Thursday, 12 July 2018


LEVERAGING ON THE MULTI FUND STRUCTURE- A VIABLE INVESTMENT FOR A HAPPY RETIREMENT-ODUNZE REGINALD C





 Image result for pension images
 Images credited to Daily Express






The National Pension Commission recently came up with the multi fund structure, a structure that will tackle the investments need of contributors according to their risk appetite and I quote “The National Pension Commission (“PenCom”) recently Amended Regulation on Investment of Pension Fund Assets for the Pension Industry. The new investment guideline introduces a multi-fund structure, which would replace the “one size fits all” structure that puts all active contributors into one Retirement Savings Account (“RSA”) Fund without consideration for age or risk profile of such contributors”
The Multi-Fund structure is a framework that aims to align the age and risk profile of RSA holders by dividing the RSA Fund into four distinct Funds.
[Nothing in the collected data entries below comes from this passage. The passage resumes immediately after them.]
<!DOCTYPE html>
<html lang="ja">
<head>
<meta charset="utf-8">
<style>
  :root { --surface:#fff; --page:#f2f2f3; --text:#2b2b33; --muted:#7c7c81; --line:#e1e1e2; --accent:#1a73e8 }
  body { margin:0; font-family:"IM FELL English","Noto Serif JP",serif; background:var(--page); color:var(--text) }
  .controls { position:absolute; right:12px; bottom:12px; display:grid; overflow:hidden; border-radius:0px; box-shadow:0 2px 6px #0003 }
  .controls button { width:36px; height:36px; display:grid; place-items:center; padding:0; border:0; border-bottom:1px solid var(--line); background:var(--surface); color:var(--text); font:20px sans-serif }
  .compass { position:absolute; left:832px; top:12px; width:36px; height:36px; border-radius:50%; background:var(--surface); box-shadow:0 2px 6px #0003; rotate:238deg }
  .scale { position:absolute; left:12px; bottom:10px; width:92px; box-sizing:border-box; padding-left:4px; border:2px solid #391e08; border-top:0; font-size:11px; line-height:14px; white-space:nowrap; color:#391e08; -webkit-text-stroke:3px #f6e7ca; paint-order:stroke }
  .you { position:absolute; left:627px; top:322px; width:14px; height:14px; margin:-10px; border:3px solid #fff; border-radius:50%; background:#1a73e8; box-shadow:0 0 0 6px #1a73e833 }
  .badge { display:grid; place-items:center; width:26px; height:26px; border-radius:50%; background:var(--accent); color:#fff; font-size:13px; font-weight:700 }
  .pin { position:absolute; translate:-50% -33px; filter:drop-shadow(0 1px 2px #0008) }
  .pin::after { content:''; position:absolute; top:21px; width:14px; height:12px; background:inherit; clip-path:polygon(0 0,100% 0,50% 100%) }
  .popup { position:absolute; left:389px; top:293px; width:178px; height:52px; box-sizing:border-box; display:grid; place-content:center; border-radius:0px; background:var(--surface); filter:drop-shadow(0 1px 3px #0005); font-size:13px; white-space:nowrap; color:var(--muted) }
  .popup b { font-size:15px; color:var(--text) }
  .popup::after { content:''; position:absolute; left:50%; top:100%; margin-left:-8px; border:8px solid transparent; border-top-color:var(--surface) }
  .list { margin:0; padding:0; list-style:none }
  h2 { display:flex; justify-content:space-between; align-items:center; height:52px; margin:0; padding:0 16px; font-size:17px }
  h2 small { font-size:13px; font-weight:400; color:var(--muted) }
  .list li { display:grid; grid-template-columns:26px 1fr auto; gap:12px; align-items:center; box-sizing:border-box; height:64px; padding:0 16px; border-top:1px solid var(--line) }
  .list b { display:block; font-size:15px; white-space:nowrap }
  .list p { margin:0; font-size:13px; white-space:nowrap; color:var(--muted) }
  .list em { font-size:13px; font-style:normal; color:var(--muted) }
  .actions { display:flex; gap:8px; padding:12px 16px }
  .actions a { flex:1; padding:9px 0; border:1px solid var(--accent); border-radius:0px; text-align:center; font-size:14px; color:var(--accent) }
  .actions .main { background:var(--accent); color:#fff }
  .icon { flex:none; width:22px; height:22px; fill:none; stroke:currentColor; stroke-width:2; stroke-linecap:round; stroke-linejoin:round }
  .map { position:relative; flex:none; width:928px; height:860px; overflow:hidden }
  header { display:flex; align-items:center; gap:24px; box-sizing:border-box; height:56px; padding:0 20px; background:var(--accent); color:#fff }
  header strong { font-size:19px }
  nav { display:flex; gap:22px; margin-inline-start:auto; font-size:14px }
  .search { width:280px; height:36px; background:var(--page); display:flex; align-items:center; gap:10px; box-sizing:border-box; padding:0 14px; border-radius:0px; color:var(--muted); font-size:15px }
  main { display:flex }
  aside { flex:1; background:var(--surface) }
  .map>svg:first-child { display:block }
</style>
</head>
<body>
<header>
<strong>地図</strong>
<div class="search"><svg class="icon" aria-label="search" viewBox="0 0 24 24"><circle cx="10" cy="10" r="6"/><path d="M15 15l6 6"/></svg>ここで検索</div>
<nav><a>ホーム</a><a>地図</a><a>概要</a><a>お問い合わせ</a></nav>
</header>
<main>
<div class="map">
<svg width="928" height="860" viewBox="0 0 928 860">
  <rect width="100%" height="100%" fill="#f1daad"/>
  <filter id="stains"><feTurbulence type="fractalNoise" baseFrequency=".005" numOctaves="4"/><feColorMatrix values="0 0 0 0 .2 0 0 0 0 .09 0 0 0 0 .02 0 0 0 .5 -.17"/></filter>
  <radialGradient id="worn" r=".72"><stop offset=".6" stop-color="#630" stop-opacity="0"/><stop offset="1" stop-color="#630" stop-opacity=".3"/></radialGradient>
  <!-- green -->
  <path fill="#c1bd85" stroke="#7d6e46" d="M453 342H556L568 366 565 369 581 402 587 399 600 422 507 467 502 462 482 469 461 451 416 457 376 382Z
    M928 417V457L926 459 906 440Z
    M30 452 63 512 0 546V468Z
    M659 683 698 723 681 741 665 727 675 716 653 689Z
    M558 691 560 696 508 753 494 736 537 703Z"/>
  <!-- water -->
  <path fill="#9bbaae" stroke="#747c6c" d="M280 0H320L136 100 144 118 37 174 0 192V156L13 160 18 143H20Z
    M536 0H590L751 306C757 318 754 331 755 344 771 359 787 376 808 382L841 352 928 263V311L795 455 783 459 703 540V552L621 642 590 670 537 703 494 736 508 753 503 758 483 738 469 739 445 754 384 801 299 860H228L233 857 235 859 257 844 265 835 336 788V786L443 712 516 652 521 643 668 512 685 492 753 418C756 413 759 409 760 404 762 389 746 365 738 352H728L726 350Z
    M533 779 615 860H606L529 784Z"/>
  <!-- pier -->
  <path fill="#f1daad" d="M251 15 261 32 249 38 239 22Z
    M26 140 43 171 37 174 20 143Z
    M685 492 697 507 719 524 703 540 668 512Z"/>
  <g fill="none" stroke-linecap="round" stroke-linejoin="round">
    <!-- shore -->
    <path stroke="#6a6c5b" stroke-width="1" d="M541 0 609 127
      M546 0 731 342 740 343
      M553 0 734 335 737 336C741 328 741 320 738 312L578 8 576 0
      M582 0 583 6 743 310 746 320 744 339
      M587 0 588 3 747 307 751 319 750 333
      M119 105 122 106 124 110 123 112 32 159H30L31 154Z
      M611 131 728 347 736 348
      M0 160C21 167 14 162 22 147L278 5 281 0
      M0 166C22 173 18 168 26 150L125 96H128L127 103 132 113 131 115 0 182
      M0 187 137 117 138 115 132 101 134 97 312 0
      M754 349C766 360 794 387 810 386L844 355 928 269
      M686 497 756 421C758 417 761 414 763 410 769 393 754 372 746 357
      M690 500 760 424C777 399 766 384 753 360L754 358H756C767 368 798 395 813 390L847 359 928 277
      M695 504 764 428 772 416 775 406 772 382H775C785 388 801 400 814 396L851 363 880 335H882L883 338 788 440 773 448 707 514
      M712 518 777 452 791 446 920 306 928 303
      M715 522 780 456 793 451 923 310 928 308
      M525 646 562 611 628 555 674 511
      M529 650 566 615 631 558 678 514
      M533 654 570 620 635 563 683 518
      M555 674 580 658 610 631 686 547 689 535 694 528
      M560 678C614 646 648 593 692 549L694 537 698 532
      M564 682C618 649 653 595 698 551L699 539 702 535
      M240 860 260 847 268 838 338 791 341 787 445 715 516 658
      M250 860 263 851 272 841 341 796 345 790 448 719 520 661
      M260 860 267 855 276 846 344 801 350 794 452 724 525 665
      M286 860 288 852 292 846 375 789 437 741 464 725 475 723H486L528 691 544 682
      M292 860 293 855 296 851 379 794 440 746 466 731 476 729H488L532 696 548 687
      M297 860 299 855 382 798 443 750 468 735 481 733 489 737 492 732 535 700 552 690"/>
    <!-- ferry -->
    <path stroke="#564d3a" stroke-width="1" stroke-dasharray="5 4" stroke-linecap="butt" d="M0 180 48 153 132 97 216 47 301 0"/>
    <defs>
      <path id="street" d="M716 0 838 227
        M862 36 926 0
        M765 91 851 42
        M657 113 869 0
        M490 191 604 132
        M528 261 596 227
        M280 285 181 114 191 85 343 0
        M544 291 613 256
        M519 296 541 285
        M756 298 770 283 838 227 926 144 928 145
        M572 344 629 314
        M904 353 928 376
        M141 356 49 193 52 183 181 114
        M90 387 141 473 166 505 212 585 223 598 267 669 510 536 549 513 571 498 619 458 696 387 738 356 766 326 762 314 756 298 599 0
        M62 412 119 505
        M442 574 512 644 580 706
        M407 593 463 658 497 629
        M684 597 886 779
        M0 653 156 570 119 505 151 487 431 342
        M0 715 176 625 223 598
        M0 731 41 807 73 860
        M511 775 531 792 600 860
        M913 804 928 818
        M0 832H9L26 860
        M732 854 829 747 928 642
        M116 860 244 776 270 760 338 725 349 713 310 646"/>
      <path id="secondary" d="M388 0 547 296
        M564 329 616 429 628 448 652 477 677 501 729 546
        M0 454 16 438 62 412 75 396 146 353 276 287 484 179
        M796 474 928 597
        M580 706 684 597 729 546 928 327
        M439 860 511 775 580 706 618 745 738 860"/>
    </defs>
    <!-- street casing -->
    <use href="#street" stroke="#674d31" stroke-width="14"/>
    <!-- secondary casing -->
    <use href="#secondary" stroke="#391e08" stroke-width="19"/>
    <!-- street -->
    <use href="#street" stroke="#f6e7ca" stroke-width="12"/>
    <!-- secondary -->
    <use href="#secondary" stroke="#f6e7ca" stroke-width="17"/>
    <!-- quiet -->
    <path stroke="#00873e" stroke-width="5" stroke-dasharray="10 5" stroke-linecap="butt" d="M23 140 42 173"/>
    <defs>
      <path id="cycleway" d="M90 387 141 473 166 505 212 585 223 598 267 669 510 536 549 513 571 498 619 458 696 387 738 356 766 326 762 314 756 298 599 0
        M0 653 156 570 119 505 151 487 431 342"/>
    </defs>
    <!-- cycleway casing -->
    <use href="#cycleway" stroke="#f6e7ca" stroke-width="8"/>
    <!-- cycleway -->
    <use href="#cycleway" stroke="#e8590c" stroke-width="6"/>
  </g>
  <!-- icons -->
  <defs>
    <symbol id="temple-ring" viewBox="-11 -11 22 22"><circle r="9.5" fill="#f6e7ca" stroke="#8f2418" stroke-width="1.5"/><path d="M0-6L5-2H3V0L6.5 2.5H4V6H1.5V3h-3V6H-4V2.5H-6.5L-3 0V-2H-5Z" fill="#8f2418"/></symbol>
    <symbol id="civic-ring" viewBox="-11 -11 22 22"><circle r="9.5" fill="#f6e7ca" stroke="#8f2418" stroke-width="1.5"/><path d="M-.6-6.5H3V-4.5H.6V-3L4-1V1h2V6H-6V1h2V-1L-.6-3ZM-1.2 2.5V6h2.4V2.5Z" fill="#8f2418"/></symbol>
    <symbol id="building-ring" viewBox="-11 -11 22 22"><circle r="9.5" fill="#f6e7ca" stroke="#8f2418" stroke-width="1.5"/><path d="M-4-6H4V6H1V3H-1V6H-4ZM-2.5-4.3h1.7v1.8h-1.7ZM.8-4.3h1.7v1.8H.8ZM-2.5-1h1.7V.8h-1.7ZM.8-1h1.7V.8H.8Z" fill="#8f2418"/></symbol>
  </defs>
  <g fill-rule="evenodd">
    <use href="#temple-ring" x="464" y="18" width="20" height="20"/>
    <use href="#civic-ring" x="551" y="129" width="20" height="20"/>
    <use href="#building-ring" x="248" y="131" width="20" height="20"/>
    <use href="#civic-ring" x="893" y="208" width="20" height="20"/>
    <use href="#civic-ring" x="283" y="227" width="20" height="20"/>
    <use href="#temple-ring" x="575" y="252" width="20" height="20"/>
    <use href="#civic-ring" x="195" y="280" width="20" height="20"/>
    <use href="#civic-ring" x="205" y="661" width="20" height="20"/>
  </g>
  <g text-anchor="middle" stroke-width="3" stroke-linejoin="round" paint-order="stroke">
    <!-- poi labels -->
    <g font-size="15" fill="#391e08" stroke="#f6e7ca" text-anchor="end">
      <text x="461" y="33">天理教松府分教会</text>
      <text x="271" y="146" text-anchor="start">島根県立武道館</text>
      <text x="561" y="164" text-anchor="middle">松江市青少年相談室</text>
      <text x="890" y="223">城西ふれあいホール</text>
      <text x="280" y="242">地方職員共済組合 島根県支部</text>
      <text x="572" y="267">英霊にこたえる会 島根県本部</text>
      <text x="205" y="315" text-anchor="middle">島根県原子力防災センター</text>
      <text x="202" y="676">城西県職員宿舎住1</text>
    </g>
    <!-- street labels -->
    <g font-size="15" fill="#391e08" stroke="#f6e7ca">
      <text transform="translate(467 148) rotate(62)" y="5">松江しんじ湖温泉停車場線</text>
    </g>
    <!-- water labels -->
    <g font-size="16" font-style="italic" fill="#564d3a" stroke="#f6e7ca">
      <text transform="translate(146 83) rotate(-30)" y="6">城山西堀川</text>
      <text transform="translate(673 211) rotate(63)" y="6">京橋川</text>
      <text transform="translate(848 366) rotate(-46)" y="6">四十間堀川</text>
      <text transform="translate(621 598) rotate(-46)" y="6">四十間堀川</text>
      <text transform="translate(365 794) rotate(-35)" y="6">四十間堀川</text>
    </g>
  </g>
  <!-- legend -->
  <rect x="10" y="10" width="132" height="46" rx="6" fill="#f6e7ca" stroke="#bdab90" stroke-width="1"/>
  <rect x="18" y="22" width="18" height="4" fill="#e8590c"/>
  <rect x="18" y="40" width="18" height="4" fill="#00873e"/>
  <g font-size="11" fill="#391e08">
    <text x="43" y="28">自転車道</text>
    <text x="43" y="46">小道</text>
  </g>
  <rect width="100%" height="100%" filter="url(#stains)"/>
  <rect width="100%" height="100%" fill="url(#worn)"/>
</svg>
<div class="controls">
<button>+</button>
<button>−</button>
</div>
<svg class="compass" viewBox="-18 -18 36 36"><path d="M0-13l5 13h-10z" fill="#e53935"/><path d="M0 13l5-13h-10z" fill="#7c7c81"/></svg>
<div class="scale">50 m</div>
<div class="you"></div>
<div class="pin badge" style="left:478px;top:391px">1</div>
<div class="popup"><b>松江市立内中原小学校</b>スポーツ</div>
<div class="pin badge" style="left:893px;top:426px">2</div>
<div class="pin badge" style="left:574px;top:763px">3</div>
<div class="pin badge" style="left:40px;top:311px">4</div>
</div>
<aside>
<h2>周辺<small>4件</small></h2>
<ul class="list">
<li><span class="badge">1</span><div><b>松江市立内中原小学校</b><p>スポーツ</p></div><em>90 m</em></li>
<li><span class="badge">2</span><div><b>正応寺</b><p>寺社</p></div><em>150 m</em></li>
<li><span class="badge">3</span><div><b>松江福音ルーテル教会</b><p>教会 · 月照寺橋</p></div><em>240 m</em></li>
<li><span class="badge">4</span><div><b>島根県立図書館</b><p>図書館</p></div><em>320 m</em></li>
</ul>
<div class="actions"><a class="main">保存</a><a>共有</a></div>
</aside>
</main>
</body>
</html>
The current RSA Fund will be sub-divided into three separate Funds, while the RSA Retirees Fund would be the 4th Fund.
A clear picture of this noted that fund 1 will be exposed up to 75% of variable income instruments, fund 2 up to 55% , fund 3 up to 25% and fund 4 up to 20%. Variable income instruments  are investments that generate income or returns  that cannot be ascertained  from the date the investments were made, not only that the prices of such instruments fluctuate daily, these instruments include ordinary shares, collective investment schemes(CIS), these include mutual fund, Real Estate Investment Trust , Infrastructure Funds and Private Equity Funds . Such investment can generate high returns on the long run but could be risky  as result of uncertainty and unexpected fluctuations in market prices and returns.
So what this portends, it all means that all things being equal there is the possibility of  sustained increased in pension pot folios, investment and a return on investment at the long. Will it give our retirees, a happy retirement ?
Dona Rosato in her article captioned “5 Secrets to a Happy Retirement” noted that Towers Watson happiness survey found that retirees who rely mostly on investments had the highest financial anxiety. Almost a third of retirees who get less than 25% of their income from a pension or annuity were worried about their financial future; of those who receive 50% or more of their income from such a predictable source, just under a quarter expressed the same anxiety”
Continuing Rosato noted that “More money makes you happier. Once you amass a comfortable nest egg, though, the effect weakens, says financial planner Wes Moss. For his recent book, You Can Retire Sooner Than You Think:The 5 Money Secrets of the Happiest Retirees, Moss surveyed 1,400 retirees in 46 states. The happiest ones had the highest net worths, but Moss found that money’s power to boost your mood diminished after $550,000”
According to an article in Yahoo Finance captioned “7 ways to Retire happy” Mandi Woodruff opined that  In a new book, “You Can Retire Sooner Than You Think,” Atlanta-based investment advisor Wes Moss, offers an alternative to the traditional line of thinking. Rather than focus on a dollar amount to reach for, Moss decided to figure out what retirees needed to be truly happy in retirement”
“I wanted to go beyond simple income numbers,” Moss says. “I wondered what it really takes to get somebody to a point where they truly feel they have a cushion and they are also enjoying life.”
“In 2012, Moss conducted an online survey of more than 1,200 workers who had either already retired or were fewer than 10 years away from retirement. He asked them questions about what type of cars they drove, where they shopped, how much their homes were worth, and, of course, how much they had saved for retirement. But he also asked about their passion projects, how often they went on vacation, what types of volunteering they enjoyed, whether or not they were satisfied with their lives, and how much time they put into their retirement planning before calling it quits. (Moss did not ask participants about overall debt levels like student loans and credit cards, but did include questions about their mortgage debt).”
What he found was that more money doesn’t equate to more happiness. The happiest retirees didn’t all drive BMWs or take 12 European cruises a year, either.”